Por: Dom André Vital Félix da Silva, SCJ

A autoridade do ensinamento de Jesus, a sua coerência de vida, sem contar os muitos milagres que realizou, tudo isso exercia sobre as pessoas uma força irresistível de atração. A experiência pessoal e marcante com o Profeta de Nazaré convertia-se em propaganda natural; as pessoas miraculadas, ou mesmo aquelas que provavam da sua misericórdia, ao serem acolhidas, perdoadas, consideradas e tratadas como gente por Ele, tornavam-se as provas mais convincentes de que valia a pena ir ao encontro desse personagem extraordinário, apesar de não ter nada de fantástico como origem humana. Em muitas passagens do evangelho, vemos como as pessoas reagem diante de Jesus, considerando-o um grande profeta, um homem de sabedoria incontestável. Por outro lado, à medida que vão tomando consciência das exigências para segui-lo, alguns abandonam-no pelo caminho ou mesmo tornam-se seus opositores.

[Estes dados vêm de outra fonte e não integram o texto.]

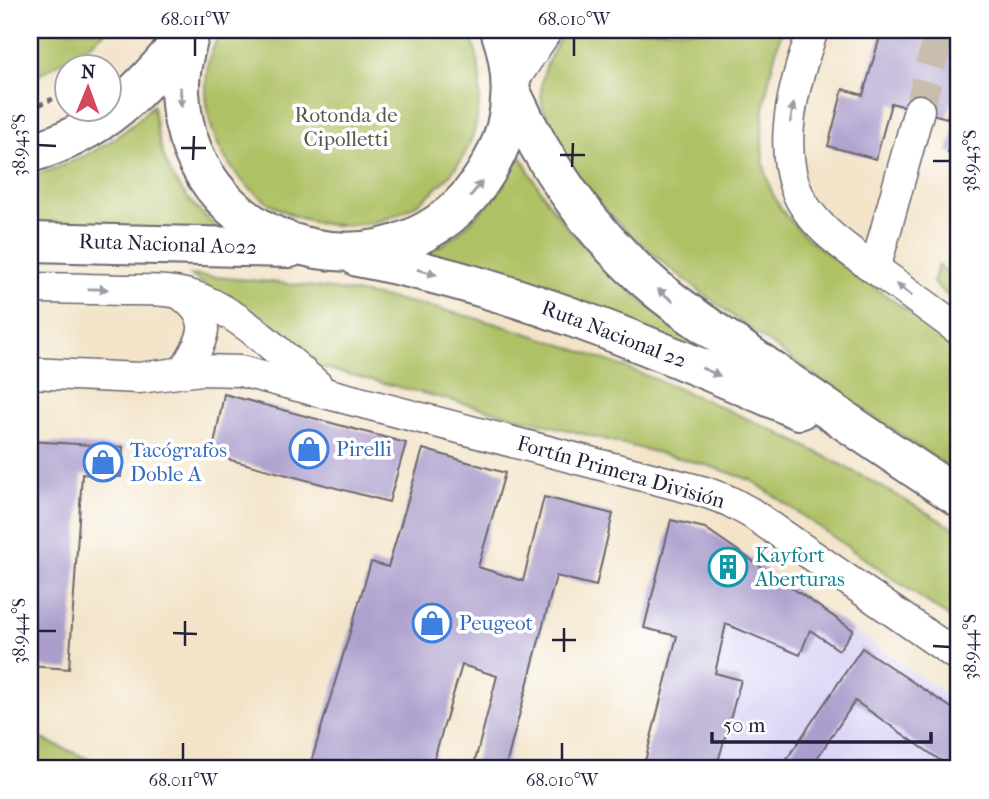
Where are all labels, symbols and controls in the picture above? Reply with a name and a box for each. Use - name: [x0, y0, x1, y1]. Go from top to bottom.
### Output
- text: 68.011°W: [160, 9, 231, 30]
- text: 68.010°W: [538, 9, 612, 30]
- north arrow: [52, 52, 122, 122]
- text: N: [81, 61, 96, 83]
- one-way arrow: [176, 86, 187, 108]
- one-way arrow: [787, 102, 798, 124]
- park label: Rotonda de Cipolletti: [294, 103, 398, 151]
- text: 38.943°S: [9, 114, 30, 176]
- text: 38.943°S: [960, 130, 981, 192]
- one-way arrow: [468, 180, 483, 198]
- street label: Ruta Nacional A022: [78, 229, 258, 259]
- one-way arrow: [417, 268, 438, 278]
- one-way arrow: [895, 283, 913, 297]
- one-way arrow: [87, 284, 109, 295]
- one-way arrow: [656, 288, 674, 302]
- street label: Ruta Nacional 22: [538, 295, 690, 373]
- one-way arrow: [700, 366, 721, 377]
- shop icon: Pirelli: [288, 428, 330, 470]
- street label: Fortín Primera División: [514, 431, 728, 513]
- place label: Pirelli: [336, 437, 392, 461]
- place label: Tacógrafos Doble A: [130, 438, 227, 486]
- shop icon: Tacógrafos Doble A: [82, 441, 124, 483]
- place label: Kayfort Aberturas: [754, 543, 845, 591]
- building icon: Kayfort Aberturas: [707, 546, 749, 588]
- text: 38.944°S: [9, 598, 30, 664]
- shop icon: Peugeot: [411, 602, 453, 644]
- place label: Peugeot: [459, 611, 534, 635]
- text: 38.944°S: [960, 614, 981, 680]
- scale bar: [712, 701, 931, 745]
- text: 50 m: [723, 713, 766, 737]
- text: 68.011°W: [148, 770, 219, 791]
- text: 68.010°W: [526, 770, 600, 791]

Jesus tem consciência de que nem todas aquelas pessoas que engrossavam as multidões que o acompanhavam estavam dispostas a tornar-se discípulos seus. Por isso, aproveita algumas ocasiões para esclarecer que andar junto com ele não é a mesma coisa que segui-lo.

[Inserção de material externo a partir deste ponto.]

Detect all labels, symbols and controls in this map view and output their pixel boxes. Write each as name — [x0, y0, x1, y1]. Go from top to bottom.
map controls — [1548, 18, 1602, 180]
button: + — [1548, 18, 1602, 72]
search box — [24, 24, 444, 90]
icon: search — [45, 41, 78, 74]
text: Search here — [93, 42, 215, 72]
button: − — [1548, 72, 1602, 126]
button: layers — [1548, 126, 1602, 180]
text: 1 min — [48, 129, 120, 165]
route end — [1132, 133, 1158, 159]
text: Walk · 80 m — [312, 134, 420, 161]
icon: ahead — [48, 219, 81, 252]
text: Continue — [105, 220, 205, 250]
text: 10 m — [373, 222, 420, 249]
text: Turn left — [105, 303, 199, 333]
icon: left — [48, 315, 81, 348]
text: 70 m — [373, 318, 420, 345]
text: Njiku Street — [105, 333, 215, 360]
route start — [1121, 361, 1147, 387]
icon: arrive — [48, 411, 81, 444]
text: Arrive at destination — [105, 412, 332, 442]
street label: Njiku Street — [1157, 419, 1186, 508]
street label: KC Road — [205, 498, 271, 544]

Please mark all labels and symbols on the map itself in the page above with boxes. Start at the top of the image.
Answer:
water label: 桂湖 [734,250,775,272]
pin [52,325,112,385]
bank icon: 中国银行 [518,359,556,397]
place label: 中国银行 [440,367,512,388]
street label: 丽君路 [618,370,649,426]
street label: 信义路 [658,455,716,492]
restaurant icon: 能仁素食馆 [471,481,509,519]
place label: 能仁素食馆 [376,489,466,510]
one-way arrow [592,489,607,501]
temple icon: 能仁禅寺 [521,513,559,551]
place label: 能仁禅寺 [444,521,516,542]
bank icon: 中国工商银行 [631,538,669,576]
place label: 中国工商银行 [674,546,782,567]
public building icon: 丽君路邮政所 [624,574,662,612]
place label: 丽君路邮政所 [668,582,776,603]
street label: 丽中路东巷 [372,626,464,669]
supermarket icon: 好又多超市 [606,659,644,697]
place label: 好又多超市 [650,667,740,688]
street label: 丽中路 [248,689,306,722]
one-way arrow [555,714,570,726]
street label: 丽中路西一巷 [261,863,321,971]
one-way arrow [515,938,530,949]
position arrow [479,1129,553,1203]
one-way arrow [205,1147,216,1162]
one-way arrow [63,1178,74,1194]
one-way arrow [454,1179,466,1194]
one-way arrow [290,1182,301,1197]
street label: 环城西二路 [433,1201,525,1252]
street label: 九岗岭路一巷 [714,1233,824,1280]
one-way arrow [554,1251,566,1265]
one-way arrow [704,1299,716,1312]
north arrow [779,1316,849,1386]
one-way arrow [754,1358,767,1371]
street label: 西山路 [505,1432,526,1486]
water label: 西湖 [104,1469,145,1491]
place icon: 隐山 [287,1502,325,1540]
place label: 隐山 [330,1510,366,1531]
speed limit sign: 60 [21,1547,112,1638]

A perícope deste XXIII Domingo do Tempo Comum nos proporciona uma urgente e necessária reflexão sobre o verdadeiro significado de ser discípulo de Jesus. O evangelista inicia dizendo: “Grandes multidões o acompanhavam”; faz questão de sublinhar uma diferença entre acompanhar (grego: suveporeuonto, andar junto, viajar junto com alguém, acompanhar) e aquilo que, logo em seguida, Jesus propõe como desafio de quem quer perseverar no seu seguimento: “Quem não carrega a sua cruz e não vem após mim, não pode ser meu discípulo”. Pode parecer sutil a distinção, mas indica a grande diferença. Não basta apenas ir junto, estar do lado; para ser discípulo de Jesus é preciso tomar a cruz e ir atrás dele. Impressiona a clareza de Jesus ao dirigir-se às multidões; Ele não tem medo de perder “clientes” ao pronunciar estas duras palavras: “Se alguém vem a mim e não odeia pai e mãe, mulher, filhos, irmãos, irmãs e a própria vida, não pode ser meu discípulo”.  Na linguagem bíblica (hebraísmo), “odiar” significa “amar menos” (cf. Lc 9,57-62), isto é, colocar em segundo plano; relativizar até mesmo o que consideramos mais valioso na nossa existência (a família, e a própria vida).

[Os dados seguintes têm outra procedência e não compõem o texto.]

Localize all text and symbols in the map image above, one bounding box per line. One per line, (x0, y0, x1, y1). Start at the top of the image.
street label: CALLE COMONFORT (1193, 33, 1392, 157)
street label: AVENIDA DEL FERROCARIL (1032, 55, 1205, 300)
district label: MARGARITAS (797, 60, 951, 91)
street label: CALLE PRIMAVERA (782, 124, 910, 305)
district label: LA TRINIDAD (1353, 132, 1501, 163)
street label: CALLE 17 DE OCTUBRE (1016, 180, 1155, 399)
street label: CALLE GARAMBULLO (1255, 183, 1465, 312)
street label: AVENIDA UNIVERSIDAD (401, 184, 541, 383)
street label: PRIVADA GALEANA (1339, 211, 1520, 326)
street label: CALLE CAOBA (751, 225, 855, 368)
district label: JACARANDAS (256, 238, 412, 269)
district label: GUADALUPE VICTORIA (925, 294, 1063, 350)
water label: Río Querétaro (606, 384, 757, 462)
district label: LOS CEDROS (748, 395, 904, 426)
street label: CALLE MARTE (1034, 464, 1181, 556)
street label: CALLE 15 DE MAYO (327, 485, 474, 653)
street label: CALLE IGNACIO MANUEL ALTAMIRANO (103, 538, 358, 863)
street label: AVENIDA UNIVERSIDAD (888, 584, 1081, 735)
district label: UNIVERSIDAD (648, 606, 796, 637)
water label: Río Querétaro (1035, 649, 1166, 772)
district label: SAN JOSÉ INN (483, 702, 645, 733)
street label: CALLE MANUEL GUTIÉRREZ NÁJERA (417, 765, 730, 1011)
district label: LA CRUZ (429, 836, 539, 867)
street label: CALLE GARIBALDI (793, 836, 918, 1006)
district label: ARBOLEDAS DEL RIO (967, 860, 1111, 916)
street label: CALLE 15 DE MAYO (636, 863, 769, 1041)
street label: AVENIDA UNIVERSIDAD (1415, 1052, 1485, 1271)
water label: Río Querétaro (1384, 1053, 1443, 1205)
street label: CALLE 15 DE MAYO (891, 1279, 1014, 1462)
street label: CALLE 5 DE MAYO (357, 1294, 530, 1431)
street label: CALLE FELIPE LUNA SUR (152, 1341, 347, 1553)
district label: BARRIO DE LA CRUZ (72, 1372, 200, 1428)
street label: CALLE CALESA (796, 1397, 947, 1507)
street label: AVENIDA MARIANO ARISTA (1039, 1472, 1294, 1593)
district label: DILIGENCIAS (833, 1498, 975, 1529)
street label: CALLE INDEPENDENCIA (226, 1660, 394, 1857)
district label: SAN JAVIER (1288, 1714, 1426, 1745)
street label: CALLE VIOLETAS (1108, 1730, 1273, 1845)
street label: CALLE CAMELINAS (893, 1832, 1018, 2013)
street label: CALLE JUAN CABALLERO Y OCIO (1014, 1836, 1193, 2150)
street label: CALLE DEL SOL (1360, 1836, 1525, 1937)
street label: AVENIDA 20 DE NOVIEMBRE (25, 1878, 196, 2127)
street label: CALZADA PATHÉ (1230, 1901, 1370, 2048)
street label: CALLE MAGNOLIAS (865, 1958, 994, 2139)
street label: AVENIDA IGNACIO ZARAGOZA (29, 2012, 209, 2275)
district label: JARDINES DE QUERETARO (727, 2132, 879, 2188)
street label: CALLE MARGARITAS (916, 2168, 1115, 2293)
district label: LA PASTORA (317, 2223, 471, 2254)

Pois seguir (tomar o caminho) exige a disposição de deslocar-se, desinstalar-se, a fim de   fazer opções que implicam renúncia, desapego, abandono de projetos pessoais, autêntica conversão. E isto só é possível quando tomamos uma decisão pessoal, pois nem sempre é possível esperar que os outros, sobretudo aqueles que nos são mais próximos, decidam da mesma maneira que a nossa. O seguimento de Cristo só se concretiza a partir de opções pessoais livres e responsáveis; nunca é fruto de assembleísmos nem de aclamações de maioria. Não se segue a Cristo perdido na multidão, mas estabelecendo com Ele um relacionamento que favoreça o conhecimento da sua pessoa e de seus ensinamentos; consequentemente, a adesão pessoal a Cristo impulsiona à comunhão com quem encontramos no mesmo caminho.
O seguimento de Cristo não exige uma fidelização garantida por uma frequência a um grupo ou mesmo pelo compromisso com atividades realizadas na comunidade, mas a fidelidade do discípulo está na autenticidade de um seguimento marcado pela disposição de tomar a cruz. Contudo, a cruz não aponta apenas para um sofrimento, não é somente a certeza da morte que se vai enfrentar, mas a cruz é o sinal inconfundível para discernir qual o caminho que estamos tomando e a quem estamos seguindo. A cruz sem Jesus é símbolo de um sofrimento sem sentido, de um sofredor covarde que a abandonou. Porém, Jesus sem a cruz é a manipulação mais alienante de um suposto cristianismo que para garantir multidões, atraídas pela “fé” que assegura o show, abandona o seguimento autêntico que exige do discípulo a coragem para carregar a cruz, e torna-se apenas um clube religioso para prover aos seus fiéis clientes as vantagens, os bônus e créditos da sua propaganda enganosa, traindo as palavras do próprio Senhor a quem dizem seguir. 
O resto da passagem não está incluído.